The AI Query Optimizer Features in Db2 Version 12.1

Posted By: Calisto Zuzarte Technical Content,

By Calisto Zuzarte and Vincent Corvinelli

Introduction

The AI Optimizer in Db2 blog post introduced the motivation for the AI query optimizer in Db2. This blog focuses on the high-level features covered in the first release of the AI query optimizer.


For years, diamond polishing has been done by people who have spent years honing their skills to be able to judge how to cut diamonds to maximize its brilliance, weight retention and value. Diamond cutting has traditionally been done by craftsmen that have generations of experience. About 90% of the world’s diamond roughs are sent to be cut and polished in Surat, India and the rest sent to Guangzhou and Shenzhen in China (https://en.wikipedia.org/wiki/Diamond_cutting). Artificial Intelligence may turn this industry up-side down. Recent advances have shown that AI can analyze the structure of a diamond and suggest how to optimally cut diamonds for maximum market value much faster than humans can.

The Db2 query optimizer has been continuously maintained and improved over time as features, hardware and configurations have evolved. The deep skills and experience necessary to evolve the optimizer is not unlike the skills needed to cut diamonds. Evolving the Db2 optimizer based on artificial intelligence will usher the next generation optimizer technology. As laid out in the previous blog (The AI Optimizer in Db2), AI will be infused gradually. The initial functionality will focus on one of the most consequential functions in a cost-based optimizer, cardinality estimation, or the number of rows flowing in and out of low-level operators in the query execution plan.

 

Cardinality Estimation

The Db2 cost-based optimizer produces an optimal query execution plan that minimizes the cost estimate. The cardinality estimate is the single most important input to the optimizer cost functions, and its accuracy is dependent on accurate statistics. For example, after applying predicates in a scan operator, the number of rows might reduce from several million rows to a few rows. In this case it likely becomes more efficient to use an index scan as opposed to a table scan to optimize the access to that data. Inaccurate estimation of this cardinality can result in a poor choice in the query execution plan, leading to slow or unstable query performance.

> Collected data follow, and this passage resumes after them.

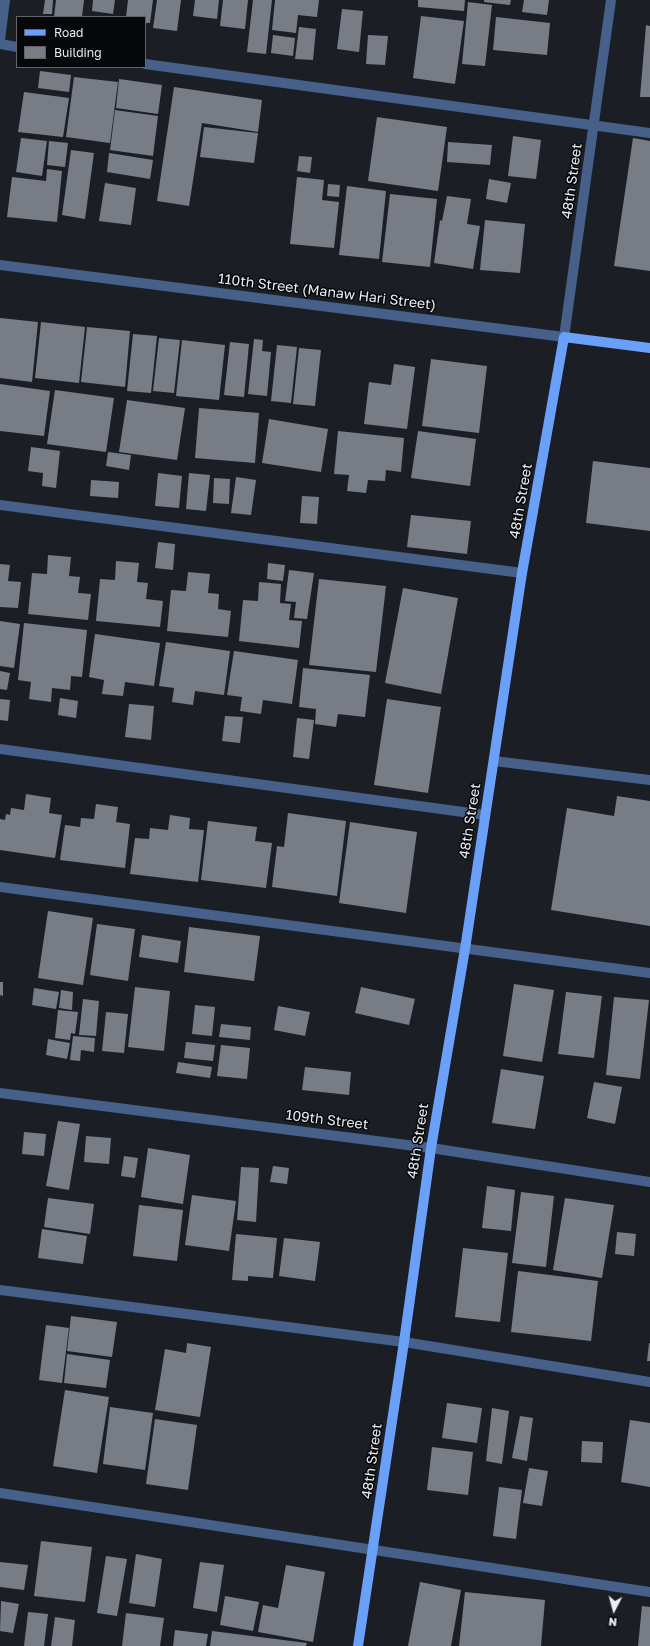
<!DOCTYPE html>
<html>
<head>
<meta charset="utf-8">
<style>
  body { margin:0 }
  #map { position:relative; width:650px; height:1646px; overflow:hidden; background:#1b1f25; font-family:"Golos Text",sans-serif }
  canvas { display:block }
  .legend { position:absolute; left:16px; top:16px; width:130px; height:52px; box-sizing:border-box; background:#07080b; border:1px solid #626467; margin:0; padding:5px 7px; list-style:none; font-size:12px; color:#ebeef2 }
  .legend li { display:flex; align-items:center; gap:8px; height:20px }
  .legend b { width:20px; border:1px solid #626467 }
  .north { position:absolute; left:594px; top:1590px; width:40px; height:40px; -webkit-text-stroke:3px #07080b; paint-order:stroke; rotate:186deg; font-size:11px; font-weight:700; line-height:16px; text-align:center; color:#ebeef2 }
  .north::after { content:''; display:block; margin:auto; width:14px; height:18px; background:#ebeef2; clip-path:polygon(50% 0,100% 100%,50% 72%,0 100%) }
</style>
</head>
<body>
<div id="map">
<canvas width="650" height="1646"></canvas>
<ul class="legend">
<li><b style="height:5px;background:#6ba0f9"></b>Road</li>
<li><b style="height:11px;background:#787d85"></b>Building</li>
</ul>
<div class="north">N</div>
</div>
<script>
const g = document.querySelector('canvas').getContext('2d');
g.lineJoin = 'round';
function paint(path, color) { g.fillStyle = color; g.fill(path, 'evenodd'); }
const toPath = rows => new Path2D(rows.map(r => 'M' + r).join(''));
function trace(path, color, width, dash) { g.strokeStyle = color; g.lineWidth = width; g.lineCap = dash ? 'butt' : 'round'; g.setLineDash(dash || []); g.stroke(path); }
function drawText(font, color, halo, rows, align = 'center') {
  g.font = font + ' "Golos Text",sans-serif'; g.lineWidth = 3; g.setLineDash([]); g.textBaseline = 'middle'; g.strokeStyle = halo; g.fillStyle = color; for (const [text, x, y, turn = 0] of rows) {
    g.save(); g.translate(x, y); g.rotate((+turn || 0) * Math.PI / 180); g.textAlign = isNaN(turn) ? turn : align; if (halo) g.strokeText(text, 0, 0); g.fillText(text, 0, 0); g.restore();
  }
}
const building = toPath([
  [45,0,53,0,52,14,43,14],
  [56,0,84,0,82,17,54,17],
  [93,0,115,0,113,14,92,11],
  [128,0,153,0,150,23,145,23,145,17,126,17],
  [157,0,181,0,177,31,153,28],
  [195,0,219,0,217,19,193,16],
  [223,0,248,0,245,29,220,26],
  [253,0,272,0,266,54,247,52],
  [275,0,319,0,317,17,298,15,296,33,272,30],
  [418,0,465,0,464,11,418,7],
  [484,0,511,0,510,5,484,2],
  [524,0,549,0,547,15,522,12],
  [468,2,492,5,485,66,462,64],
  [342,9,363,11,359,52,337,49],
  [421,16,464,21,455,84,413,78],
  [496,17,550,23,547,55,493,50],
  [646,25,650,26,650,97,640,97],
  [299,27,316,29,313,60,295,59],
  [273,35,295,38,293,56,271,53],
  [368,35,388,36,385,65,366,64],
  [40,71,71,75,69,92,38,88],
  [74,77,118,82,110,143,66,137],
  [119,79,162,85,158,114,116,108],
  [174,87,262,100,258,132,202,123,189,206,157,201],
  [24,92,69,98,63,137,18,132],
  [115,110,158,116,153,156,110,150],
  [377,117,447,127,438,191,368,181],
  [204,127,258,133,254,163,200,157],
  [513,136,541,140,536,179,508,176],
  [21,138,47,141,42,176,16,172],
  [633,138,650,141,650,271,614,266],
  [49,141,68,143,65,167,47,165],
  [448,142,492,145,490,165,447,162],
  [71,150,94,153,85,219,62,215],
  [109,153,153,160,150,179,107,172],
  [299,156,312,157,310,173,297,171],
  [47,169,62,171,57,222,7,217,12,177,46,181],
  [297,177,324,180,322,200,339,202,334,248,290,244],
  [489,179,511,183,507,203,486,199],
  [105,183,136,188,131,225,99,221],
  [328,184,340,185,339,197,327,196],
  [347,186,386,191,379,259,339,255],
  [390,194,437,199,430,267,382,262],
  [447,196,471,199,467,224,480,226,473,269,434,263,440,220,442,221],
  [485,220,525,224,520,273,480,270],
  [0,318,38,322,32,382,0,378],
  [41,322,85,327,79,383,35,378],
  [87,327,130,331,125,387,81,382],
  [133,334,157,336,151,393,127,391],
  [159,338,180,340,174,393,153,391],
  [254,339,263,340,262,351,271,352,267,396,248,394],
  [182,340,225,345,219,400,176,396],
  [230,342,249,344,244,397,224,395],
  [277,345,297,347,291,403,271,401],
  [299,348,321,350,315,406,293,404],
  [431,359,487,366,479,433,422,426],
  [394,364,415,367,407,429,364,424,369,382,391,385],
  [0,384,50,391,44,436,0,431],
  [55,390,114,398,106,452,47,444],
  [127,400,185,408,177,460,119,452],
  [199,408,259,413,255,463,195,458],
  [269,419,328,429,321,472,262,463],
  [338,431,404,438,401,472,386,470,385,481,368,480,366,493,347,491,349,475,334,474],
  [418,431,476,439,470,486,411,478],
  [31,447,60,451,56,488,42,486,43,473,28,471],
  [108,452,131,455,129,470,106,466],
  [593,461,650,468,650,531,586,523],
  [158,473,182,476,179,508,155,506],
  [189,473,210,475,206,511,186,509],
  [236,477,256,480,251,515,231,513],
  [214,478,230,479,229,504,213,503],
  [91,480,119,482,118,498,90,496],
  [302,496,319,497,317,524,300,523],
  [411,515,471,521,467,554,407,547],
  [158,542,175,544,173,570,155,568],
  [48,555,71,557,69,576,80,577,78,593,91,594,88,620,28,614,32,573,47,574],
  [116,561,139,563,137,582,148,583,146,599,163,601,160,627,96,621,100,579,115,580],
  [268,563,285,565,283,581,267,579],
  [0,564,10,565,8,581,21,582,18,608,0,607],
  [289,570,314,573,307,619,294,618,296,602,285,601],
  [188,572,210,574,208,593,219,594,218,609,231,611,228,637,167,631,171,590,186,591],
  [319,579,386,586,376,672,309,665],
  [259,582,281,584,280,603,291,604,289,620,302,621,299,648,239,641,243,600,258,601],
  [403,588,458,598,441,694,385,683],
  [0,621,20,624,14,668,0,666],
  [24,623,87,630,82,677,71,676,70,690,52,688,51,702,29,699,31,682,18,680],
  [95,634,160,643,154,686,125,682,123,696,102,694,104,680,89,677],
  [166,642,230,651,224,695,195,691,193,705,172,702,174,688,159,686],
  [234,651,298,660,292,704,263,700,261,714,240,711,242,697,227,695],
  [303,668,370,675,365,717,338,714,336,727,315,724,316,709,299,707],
  [0,671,10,673,7,690,0,689],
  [60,698,78,701,76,718,58,715],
  [0,699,10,700,8,721,0,720],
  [387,699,441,707,428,793,374,785],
  [129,704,154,706,151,740,125,737],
  [225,716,243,717,240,743,222,741],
  [297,718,314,720,309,759,293,757],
  [26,794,51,798,49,813,62,815,55,858,0,850,0,819,5,820,6,814,10,815,11,808,24,810],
  [617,796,650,801,650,926,551,910,567,808,614,816],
  [96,804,118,807,116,822,130,824,125,868,60,860,65,825,80,827,81,818,94,819],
  [288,813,346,821,337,896,272,887,277,846,284,847],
  [170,815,190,818,189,829,204,830,198,882,130,874,135,838,149,839,150,828,168,830],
  [208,821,257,827,255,841,272,843,266,888,201,880],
  [350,822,417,832,406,913,339,903],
  [48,911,93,918,83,985,38,978],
  [97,924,135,929,128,981,90,975],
  [189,927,260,936,254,981,184,972],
  [142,935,181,941,178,963,139,957],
  [0,982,3,982,3,996,0,995],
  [514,984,554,990,542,1062,503,1056],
  [135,987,170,991,164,1051,128,1047],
  [361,987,415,999,409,1025,355,1013],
  [34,988,59,992,56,1009,32,1005],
  [61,990,73,992,72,1010,59,1008],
  [566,992,602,996,594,1058,558,1054],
  [614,997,649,1000,640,1079,606,1075],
  [83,999,99,1001,96,1036,79,1035],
  [195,1005,215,1007,212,1036,192,1034],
  [278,1006,310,1012,305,1036,274,1030],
  [58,1010,78,1012,75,1034,71,1033,70,1040,55,1038],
  [106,1012,128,1014,124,1053,102,1051],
  [221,1024,251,1027,250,1040,219,1037],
  [73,1036,95,1038,94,1052,81,1050,80,1061,70,1060],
  [48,1039,70,1043,67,1059,46,1055],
  [186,1042,215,1045,213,1061,184,1058],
  [221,1045,250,1048,247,1079,217,1076],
  [178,1062,212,1067,210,1078,176,1073],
  [305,1067,351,1072,349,1095,302,1090],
  [501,1069,544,1076,535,1129,492,1123],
  [594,1082,622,1087,615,1124,587,1118],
  [58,1121,80,1124,69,1190,46,1186],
  [24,1132,46,1134,44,1156,22,1154],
  [86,1136,111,1138,109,1164,84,1162],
  [148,1148,190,1155,183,1204,141,1197],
  [124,1156,138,1158,135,1178,121,1176],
  [273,1166,289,1168,287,1184,270,1182],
  [241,1167,259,1168,256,1222,237,1220],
  [487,1186,515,1190,511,1231,482,1228],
  [521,1192,554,1196,546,1267,512,1263],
  [192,1195,236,1201,229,1251,185,1245],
  [48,1198,94,1204,90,1234,44,1227],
  [565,1198,614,1205,602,1278,553,1270],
  [139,1205,183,1210,177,1261,133,1256],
  [42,1229,87,1236,83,1264,38,1258],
  [617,1232,636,1234,634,1256,615,1254],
  [236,1234,277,1238,273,1278,248,1276,248,1281,232,1280],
  [284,1238,320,1242,315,1281,279,1276],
  [463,1248,508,1253,500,1322,455,1317],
  [518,1271,598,1281,591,1341,511,1332],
  [71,1316,117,1322,112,1357,67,1351],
  [46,1325,69,1328,62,1383,39,1380],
  [187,1343,211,1347,200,1417,155,1410,165,1349,186,1353],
  [649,1343,650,1343,650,1361,647,1361],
  [67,1354,110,1360,106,1388,64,1383],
  [65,1390,109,1397,97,1473,53,1466],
  [447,1403,482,1408,477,1443,442,1438],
  [110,1407,153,1413,145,1470,103,1464],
  [492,1408,509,1411,502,1464,486,1461],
  [520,1416,533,1418,527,1461,512,1458],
  [155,1419,197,1425,188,1490,146,1484],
  [630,1420,650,1423,650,1487,621,1482],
  [582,1441,603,1442,602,1463,581,1462],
  [432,1447,473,1452,468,1495,427,1490],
  [529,1468,548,1471,542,1506,523,1503],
  [499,1487,522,1490,516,1539,493,1536],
  [41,1541,92,1547,85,1602,34,1596],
  [136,1554,162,1559,155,1607,129,1603],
  [106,1556,127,1559,117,1616,97,1613],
  [0,1562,28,1565,24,1590,0,1587],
  [200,1562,224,1565,217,1612,193,1608],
  [286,1565,325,1572,313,1642,258,1632,263,1605,278,1608],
  [420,1582,461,1590,451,1646,408,1646],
  [465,1592,545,1600,541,1646,459,1646],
  [225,1596,259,1602,253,1631,220,1625],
  [1,1601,19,1604,13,1633,0,1631],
  [642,1606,650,1607,650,1646,638,1646],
  [28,1612,48,1614,44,1646,24,1646],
  [126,1613,164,1618,160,1646,122,1646],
  [55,1617,75,1620,72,1646,51,1646],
  [175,1630,208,1634,206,1646,173,1646],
  [212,1631,307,1643,306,1646,210,1646]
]);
const minor = toPath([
  [0,40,5,0],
  [0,44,17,47],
  [145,64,650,133],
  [0,265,564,337,611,0],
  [0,505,522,573],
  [0,749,485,815],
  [494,761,650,780],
  [0,887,650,973],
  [0,1093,431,1148,650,1182],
  [0,1290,404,1342,650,1382],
  [0,1493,650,1592]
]);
const major = toPath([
  [358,1646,404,1342,431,1148,465,949,522,573,564,337,650,348]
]);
const streetNames = [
  ["48th Street",572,181,-82],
  ["110th Street (Manaw Hari Street)",327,292,7],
  ["48th Street",521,501,-80],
  ["48th Street",470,821,-81],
  ["109th Street",327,1120,7],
  ["48th Street",418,1141,-81],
  ["48th Street",372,1461,-82]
];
paint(building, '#787d85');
trace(minor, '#46608a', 10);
trace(major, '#6ba0f9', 10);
drawText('14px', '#ebeef2', '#07080b', streetNames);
</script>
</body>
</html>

Achieving accurate cardinality estimation uses statistics that have traditionally been difficult or expensive to collect. Multiple predicates on columns in a table that have statistically correlated data result in problematic (often underestimated) cardinality estimates. The default set of statistics collected during RUNSTATS are independent single column statistics that do not capture the data value correlation. Collecting statistics on column groups can minimize these estimation errors with multiple equality predicates. However, it is usually cumbersome to cover and store the statistics for all required combinations of column groups. Even if column group statistics are collected, the traditional Db2 optimizer does not handle statistical correlation when range predicates are involved. To account for statistical correlation when range predicates are involved, specific statistical views, likely covering different combinations of values referenced in the range predicates, must be created and maintained, adding to the burden of tuning for performance.

The AI query optimizer solution for cardinality estimation uses a single table cardinality estimation model that learns the distribution and underlying correlations of the data in the table across columns. Given a set of predicates, the model is used to predict the cardinality estimates more accurately by capturing correlations for a variety of predicate types including equality, range, between, IN, and OR predicates involving a column and a constant. Predicates with expressions or parameter markers are handled by the traditional optimizer algorithms.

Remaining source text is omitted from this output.